Environmental legislation includes provisions for state support of initiatives aimed at minimizing negative impacts on the environment. In particular, Clause 3 of Article 17 of Federal Law No. 7 dated January 10, 2002, "On Environmental Protection," establishes the possibility of state assistance in implementing the best available techniques and other measures aimed at reducing negative impacts. Such support may include, among other things, granting benefits when paying environmental fees for such impacts.
Fee for Negative Environmental Impact
The fee for negative environmental impact (NEI) is a mandatory environmental payment made by organizations and individual entrepreneurs for causing harm to the natural environment during their economic activities. This includes emissions of pollutants into the atmosphere, discharges into water bodies, and waste disposal. This payment is not a tax, but rather a fiscal levy with a compensatory function: the allocated funds are directed toward implementing environmental protection and restoration measures. According to Clause 4, Article 17 of Federal Law No. 7, such support is possible when implementing the following measures:
1. Implementation of the best available techniques
2. Design, construction, and reconstruction of:
3. Installation of:
4. Ensuring the beneficial use of associated petroleum gas (a mixture of gaseous hydrocarbons released from oil during its extraction and processing).

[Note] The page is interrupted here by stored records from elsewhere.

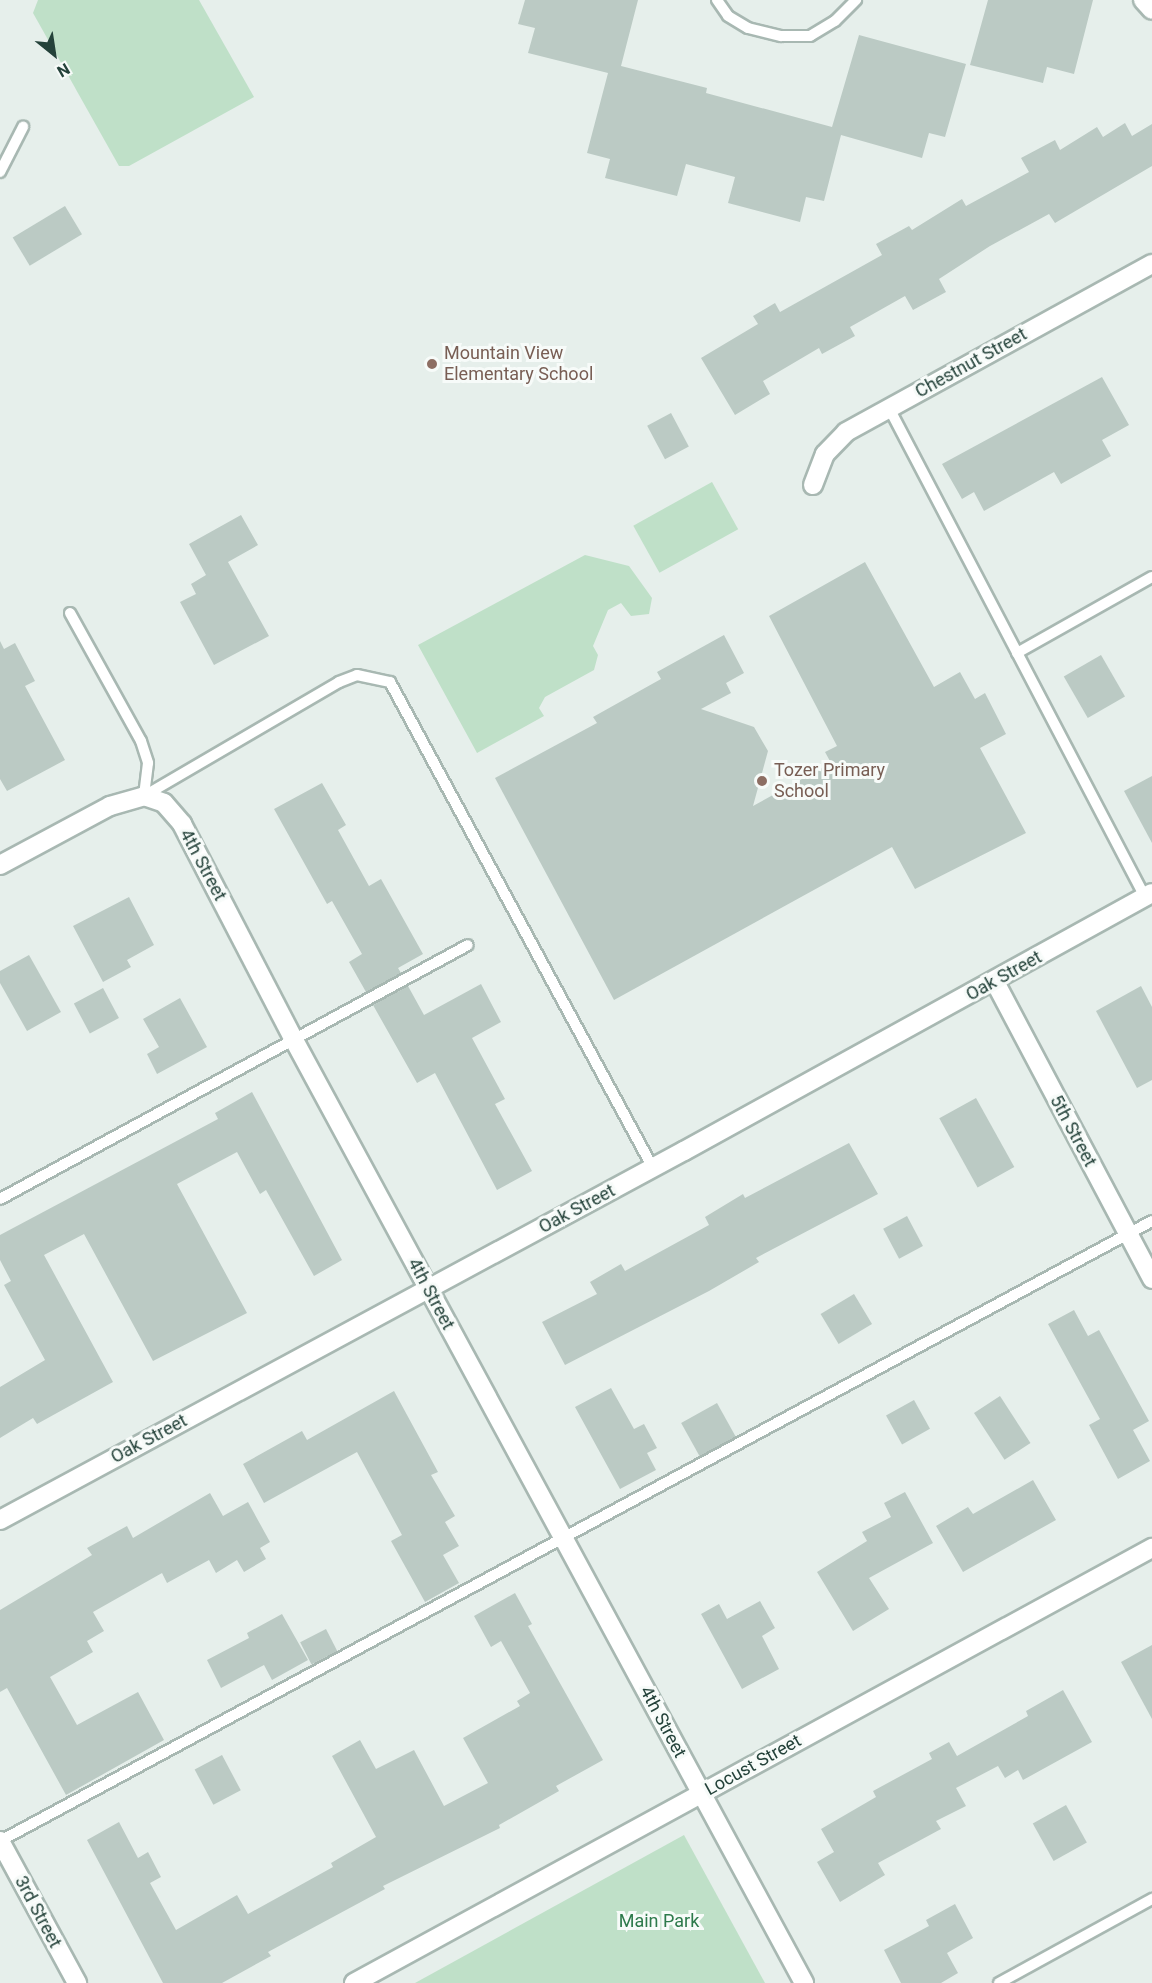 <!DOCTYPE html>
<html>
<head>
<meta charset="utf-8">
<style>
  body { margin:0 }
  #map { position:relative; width:1152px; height:1983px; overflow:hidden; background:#e6efeb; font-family:Roboto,sans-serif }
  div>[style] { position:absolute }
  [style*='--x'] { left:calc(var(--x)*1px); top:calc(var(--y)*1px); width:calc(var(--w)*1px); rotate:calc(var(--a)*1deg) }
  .green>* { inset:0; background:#bfe0c8; transform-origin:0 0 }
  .building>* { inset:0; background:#bbcac4; transform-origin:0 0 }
  .roads { filter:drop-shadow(2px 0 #a8b8b2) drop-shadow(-2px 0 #a8b8b2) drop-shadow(0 2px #a8b8b2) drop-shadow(0 -2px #a8b8b2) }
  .service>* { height:10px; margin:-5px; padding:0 5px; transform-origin:5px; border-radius:5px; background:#fff }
  .minor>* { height:18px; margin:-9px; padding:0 9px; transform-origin:9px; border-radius:9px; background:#fff }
  .dots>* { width:16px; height:16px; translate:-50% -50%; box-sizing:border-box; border:3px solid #f7fbf9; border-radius:50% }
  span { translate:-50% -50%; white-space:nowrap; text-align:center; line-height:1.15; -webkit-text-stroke:6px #f7fbf9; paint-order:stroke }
  .education-label { font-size:18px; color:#785e54 }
  .left { translate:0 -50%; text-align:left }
  .street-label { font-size:18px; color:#24423a }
  .park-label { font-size:18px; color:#2d7a4b }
  .north { position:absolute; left:24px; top:24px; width:60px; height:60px; -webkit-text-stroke:4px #f7fbf9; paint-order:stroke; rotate:150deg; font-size:16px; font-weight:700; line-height:24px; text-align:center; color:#24423a }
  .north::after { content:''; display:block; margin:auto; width:21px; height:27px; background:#24423a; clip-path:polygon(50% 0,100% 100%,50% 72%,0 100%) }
</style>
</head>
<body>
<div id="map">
  <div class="green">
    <div style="clip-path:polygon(38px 0,199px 0,254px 97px,129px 166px,119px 166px,33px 13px)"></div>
    <div style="left:712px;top:482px;width:54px;height:90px;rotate:61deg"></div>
    <div style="clip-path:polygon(585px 555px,629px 566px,652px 598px,649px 614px,631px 616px,621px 603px,608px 610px,593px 646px,598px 655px,594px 670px,545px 697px,539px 708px,544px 716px,477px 753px,418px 645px)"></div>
    <div style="clip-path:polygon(684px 1835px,765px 1983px,415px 1983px)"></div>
  </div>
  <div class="building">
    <div style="clip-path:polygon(525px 0,638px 0,621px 66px,707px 88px,706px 93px,832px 127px,859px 35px,966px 64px,945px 137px,929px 133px,922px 158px,841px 135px,824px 201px,806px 197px,800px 222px,728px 203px,735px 177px,686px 164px,677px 196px,605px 178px,610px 159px,587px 153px,608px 73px,528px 53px,535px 28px,518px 24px)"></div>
    <div style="clip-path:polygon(988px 0,1093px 0,1074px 74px,1047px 67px,1043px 83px,970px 65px)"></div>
    <div style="clip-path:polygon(1125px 123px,1132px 136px,1152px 124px,1152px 166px,1055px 223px,1049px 214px,990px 246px,939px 279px,946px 292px,913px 310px,905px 296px,850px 327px,855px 336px,822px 354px,819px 348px,763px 381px,770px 394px,735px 415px,701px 358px,758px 324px,753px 316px,775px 303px,780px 312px,882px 255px,876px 244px,909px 226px,912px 230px,962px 199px,966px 206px,1029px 172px,1021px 158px,1055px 140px,1060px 150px,1097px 127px,1103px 137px)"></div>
    <div style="left:65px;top:206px;width:33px;height:61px;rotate:59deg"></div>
    <div style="clip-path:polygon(1102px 377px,1129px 425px,1102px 440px,1111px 456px,1061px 484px,1054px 472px,984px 511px,974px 492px,962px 499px,942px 464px)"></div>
    <div style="left:671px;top:413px;width:38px;height:27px;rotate:62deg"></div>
    <div style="clip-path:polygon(241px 515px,258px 545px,228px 562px,269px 636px,214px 665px,180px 602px,196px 594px,191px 584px,206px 575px,189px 544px)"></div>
    <div style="clip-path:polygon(865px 562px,934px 687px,960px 672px,975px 699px,985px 693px,1006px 734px,980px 748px,1026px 833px,915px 889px,892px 847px,614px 1000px,495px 778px,597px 723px,593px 717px,661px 679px,657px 672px,724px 635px,744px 673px,726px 683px,731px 693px,701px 709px,754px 727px,768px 751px,753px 806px,831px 763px,825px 752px,837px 746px,769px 616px)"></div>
    <div style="clip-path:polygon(0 641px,4px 649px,15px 643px,35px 681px,25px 686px,65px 760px,7px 791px,0 779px)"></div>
    <div style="left:1101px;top:655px;width:48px;height:43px;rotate:60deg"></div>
    <div style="clip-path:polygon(1152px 776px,1152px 843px,1124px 791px)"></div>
    <div style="clip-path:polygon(322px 783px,346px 825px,338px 830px,369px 886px,381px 879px,423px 954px,398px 968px,401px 973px,366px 992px,349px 962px,362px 954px,332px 901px,327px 904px,274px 809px)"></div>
    <div style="clip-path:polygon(129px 897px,154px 945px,127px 960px,131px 967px,103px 982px,73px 926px)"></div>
    <div style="clip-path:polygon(29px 955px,61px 1012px,27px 1031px,0 983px,0 971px)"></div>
    <div style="clip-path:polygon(481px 984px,501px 1022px,472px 1038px,505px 1099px,495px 1104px,532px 1171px,497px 1190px,435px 1073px,417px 1083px,373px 1005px,408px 986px,424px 1015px)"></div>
    <div style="clip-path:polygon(1141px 986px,1152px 1007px,1152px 1080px,1137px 1088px,1096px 1011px)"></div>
    <div style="left:103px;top:988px;width:34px;height:33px;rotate:62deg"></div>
    <div style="clip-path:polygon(180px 998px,207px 1047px,157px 1074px,147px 1054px,159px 1047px,143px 1019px)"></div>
    <div style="clip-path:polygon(252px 1092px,342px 1260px,314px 1276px,266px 1190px,260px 1194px,237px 1152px,177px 1184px,247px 1313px,153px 1361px,84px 1234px,44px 1255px,113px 1382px,37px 1424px,33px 1418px,0 1438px,0 1387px,45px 1360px,4px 1285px,11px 1281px,0 1260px,0 1235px,218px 1119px,215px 1113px)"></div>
    <div style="left:976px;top:1098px;width:79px;height:42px;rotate:61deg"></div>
    <div style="clip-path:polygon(849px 1143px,878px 1194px,756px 1258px,759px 1262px,709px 1291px,565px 1365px,542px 1322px,597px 1294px,590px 1282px,621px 1264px,625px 1271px,709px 1225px,705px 1217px,743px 1194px,745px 1198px)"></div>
    <div style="left:907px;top:1216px;width:34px;height:27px;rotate:62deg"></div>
    <div style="left:854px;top:1294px;width:35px;height:39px;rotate:59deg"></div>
    <div style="clip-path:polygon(1074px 1310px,1088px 1336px,1099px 1330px,1149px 1421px,1133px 1430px,1150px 1461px,1118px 1479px,1089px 1425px,1100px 1419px,1048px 1324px)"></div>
    <div style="clip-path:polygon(611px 1388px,634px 1429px,644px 1424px,657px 1448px,647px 1453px,656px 1470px,620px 1489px,575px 1407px)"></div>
    <div style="clip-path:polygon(394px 1391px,438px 1472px,431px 1475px,455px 1516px,445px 1522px,459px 1546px,443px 1555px,459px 1583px,425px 1602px,391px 1541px,402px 1535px,357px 1452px,264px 1503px,243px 1464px,302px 1431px,307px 1440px)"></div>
    <div style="left:1000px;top:1396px;width:56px;height:31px;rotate:57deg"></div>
    <div style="left:914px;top:1400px;width:33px;height:32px;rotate:61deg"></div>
    <div style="left:717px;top:1403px;width:39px;height:41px;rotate:61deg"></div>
    <div style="clip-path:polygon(1033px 1480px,1056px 1520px,963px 1572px,936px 1526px,968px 1507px,973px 1514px)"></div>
    <div style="clip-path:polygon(905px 1492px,933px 1543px,869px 1578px,889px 1609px,853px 1631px,817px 1572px,867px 1541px,862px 1532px,891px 1517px,884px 1503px)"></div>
    <div style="clip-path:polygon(210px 1493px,223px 1516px,248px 1502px,270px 1542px,260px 1548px,266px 1559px,244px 1572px,237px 1560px,216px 1573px,209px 1560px,167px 1583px,162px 1573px,93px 1612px,104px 1631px,87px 1641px,93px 1652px,50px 1677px,77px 1725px,138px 1692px,164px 1740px,66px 1795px,7px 1688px,0 1692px,0 1610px,92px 1555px,87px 1548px,127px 1526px,133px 1538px)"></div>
    <div style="clip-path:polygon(515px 1593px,532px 1624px,528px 1626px,603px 1760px,556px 1786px,559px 1791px,499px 1825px,500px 1828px,383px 1886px,385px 1889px,268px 1952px,271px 1956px,222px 1983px,163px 1983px,87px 1840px,119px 1822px,138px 1858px,148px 1852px,161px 1877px,150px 1883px,176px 1930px,237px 1895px,248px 1914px,333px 1867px,331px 1863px,376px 1837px,332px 1756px,360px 1740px,376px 1769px,414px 1750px,444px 1806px,488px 1783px,463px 1738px,520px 1706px,517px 1701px,530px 1693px,501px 1641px,491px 1647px,474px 1616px)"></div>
    <div style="clip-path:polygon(760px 1601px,775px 1628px,762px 1636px,779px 1669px,742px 1689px,701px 1614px,719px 1604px,727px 1619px)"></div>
    <div style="clip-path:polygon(282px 1614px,308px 1660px,272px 1680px,264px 1665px,221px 1688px,207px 1660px,249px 1638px,247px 1633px)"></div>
    <div style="left:326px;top:1629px;width:25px;height:29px;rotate:63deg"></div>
    <div style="clip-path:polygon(1152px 1645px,1152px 1719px,1121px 1662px)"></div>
    <div style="clip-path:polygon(1063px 1690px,1092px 1742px,1023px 1780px,1018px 1770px,1005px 1778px,998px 1766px,956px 1788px,966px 1806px,936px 1821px,941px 1829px,878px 1863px,885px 1875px,840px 1902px,817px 1862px,834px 1852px,821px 1829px,876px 1797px,873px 1791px,932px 1759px,929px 1753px,949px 1742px,957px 1756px,1028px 1716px,1026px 1711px)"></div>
    <div style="left:222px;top:1755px;width:40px;height:31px;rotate:62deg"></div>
    <div style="left:1066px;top:1805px;width:43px;height:38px;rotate:61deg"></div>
    <div style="clip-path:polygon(955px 1904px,973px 1938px,947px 1953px,958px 1973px,941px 1983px,901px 1983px,884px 1950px,929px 1926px,926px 1920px)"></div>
  </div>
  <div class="roads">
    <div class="service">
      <div style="--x:717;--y:0;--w:19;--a:55"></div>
      <div style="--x:728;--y:16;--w:23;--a:31"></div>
      <div style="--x:748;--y:28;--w:34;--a:14"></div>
      <div style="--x:781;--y:36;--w:29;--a:0"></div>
      <div style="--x:810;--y:36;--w:29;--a:-31"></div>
      <div style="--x:835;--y:21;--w:30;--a:-45"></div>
      <div style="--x:0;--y:172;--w:51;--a:-62.9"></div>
      <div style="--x:889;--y:408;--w:552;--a:62.37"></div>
      <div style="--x:70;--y:613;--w:146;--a:61"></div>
      <div style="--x:141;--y:741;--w:23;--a:72"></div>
      <div style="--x:148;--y:763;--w:33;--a:97"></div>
      <div style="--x:1017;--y:653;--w:155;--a:-29.4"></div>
      <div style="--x:144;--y:796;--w:226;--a:-30.3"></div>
      <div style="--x:339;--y:682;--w:19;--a:-21"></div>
      <div style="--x:357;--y:675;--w:34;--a:12"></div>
      <div style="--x:390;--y:682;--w:553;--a:61.58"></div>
      <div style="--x:0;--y:1199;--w:532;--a:-28.49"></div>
      <div style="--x:0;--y:1841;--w:1308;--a:-28.29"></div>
      <div style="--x:999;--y:1983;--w:175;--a:-28.8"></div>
    </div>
    <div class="minor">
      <div style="--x:1143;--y:0;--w:13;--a:48"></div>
      <div style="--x:813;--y:485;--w:33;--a:-69"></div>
      <div style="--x:825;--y:454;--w:30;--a:-46"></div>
      <div style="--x:846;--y:432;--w:349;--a:-28.8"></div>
      <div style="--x:0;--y:865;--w:125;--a:-28.2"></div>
      <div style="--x:110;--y:806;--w:35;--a:-16"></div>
      <div style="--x:144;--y:796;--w:21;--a:19"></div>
      <div style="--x:164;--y:803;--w:28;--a:49"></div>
      <div style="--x:182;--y:824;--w:243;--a:62.6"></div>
      <div style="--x:294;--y:1040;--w:1072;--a:61.59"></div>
      <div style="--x:995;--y:982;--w:336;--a:62.1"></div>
      <div style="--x:0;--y:1520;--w:777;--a:-28.35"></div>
      <div style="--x:684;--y:1151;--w:534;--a:-28.87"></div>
      <div style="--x:0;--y:1841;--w:162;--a:61.5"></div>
      <div style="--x:354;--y:1983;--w:909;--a:-28.6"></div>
    </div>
  </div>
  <div class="dots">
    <div style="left:432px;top:364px;background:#8d6e63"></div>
    <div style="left:762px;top:781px;background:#8d6e63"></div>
  </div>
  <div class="education-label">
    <span class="left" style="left:444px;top:364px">Mountain View<br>Elementary School</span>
    <span class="left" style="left:774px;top:781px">Tozer Primary<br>School</span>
  </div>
  <div class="street-label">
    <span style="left:971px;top:363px;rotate:-29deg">Chestnut Street</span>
    <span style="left:203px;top:865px;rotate:62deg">4th Street</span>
    <span style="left:1004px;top:976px;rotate:-29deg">Oak Street</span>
    <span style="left:1073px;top:1131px;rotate:62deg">5th Street</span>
    <span style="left:577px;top:1209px;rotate:-28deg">Oak Street</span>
    <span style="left:431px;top:1294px;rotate:62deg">4th Street</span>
    <span style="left:149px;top:1439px;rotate:-28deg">Oak Street</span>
    <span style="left:663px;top:1722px;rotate:62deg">4th Street</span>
    <span style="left:753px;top:1765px;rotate:-29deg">Locust Street</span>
    <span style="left:38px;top:1912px;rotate:62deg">3rd Street</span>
  </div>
  <div class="park-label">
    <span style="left:659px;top:1921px">Main Park</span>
  </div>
  <div class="north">N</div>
</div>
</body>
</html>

The mechanism for accounting for expenses on measures to reduce environmental impact when calculating and paying environmental fees is regulated by Clause 1, Article 16.3 of Federal Law No. 7. This provision allows for the deduction of actually incurred expenses for the implementation of such measures from the environmental fee amount, provided they do not exceed the calculated size of the environmental fee. Expenses are considered allowable if they are documented in the reporting period and directed toward executing measures included in the Environmental Protection Plan (EPP) or the Environmental Efficiency Enhancement Program (EEEP). A similar provision is established in Clause 45 of the Rules for Calculating and Collecting NEI Fees, approved by Government Decree No. 881 dated May 31, 2023.
Environmental Efficiency Enhancement Program
The Environmental Efficiency Enhancement Program is a document comprising a set of measures aimed at minimizing a facility's negative impact on the environment. It is mandatory for Category I NEI facilities, as well as for Category II facilities that obtain an Integrated Environmental Permit (IEP) but cannot immediately comply with the established emission and discharge standards. The program outlines measures related to the reconstruction and technical re-equipment of facilities that have impacted the environment. The document also specifies the deadlines for completing these measures, the volumes and sources of funding, and designates responsible officials. A similar approach is implemented in the Environmental Protection Plan (EPP), which is intended for Category II and III NEI facilities, in accordance with Article 67.1 of Federal Law No. 7.
Under certain conditions, plans to reduce emissions or discharges are recognized as an EPP or EEEP (Clause 8.2, Article 11 of Federal Law No. 219 dated July 21, 2014, "On Amendments to the Federal Law 'On Environmental Protection' and Certain Legislative Acts," and Clause 2, Article 6 of Federal Law No. 225 dated July 29, 2017, "On Amendments to the Federal Law 'On Water Supply and Wastewater Disposal' and Certain Legislative Acts").
Nature users who cannot comply with environmental standards and, consequently, have an approved EPP or EEEP, face a significant risk: if the environmental effect from implementing the EPP or EEEP is not achieved, the NEI fee for previous reporting periods is subject to recalculation using a multiplying factor of 100 (Clause 41 of Rules No. 881).
A perfectly logical question arises here: can a nature user who implements the environmental protection measures specified in Clause 4, Article 17 of Federal Law No. 7 (for example, constructing facilities and installations for capturing and utilizing pollutant emissions, or for the thermal treatment and purification of gases before their emission into the atmosphere), and who also complies with the standards for permissible emissions, discharges, and technological standards (and therefore has no need or legal basis to develop an EPP or EEEP), count on state support in the form of being able to offset the costs of implementing these measures when calculating and paying the fee for negative environmental impact?
The answer, most likely, will be disappointing. Existing legislation does not allow for the adjustment of NEI fees to account for expenses aimed at reducing negative environmental impacts unless an EPP or EEEP is developed.
Thus, at present, the state only extends its support to those enterprises that are under its close supervision.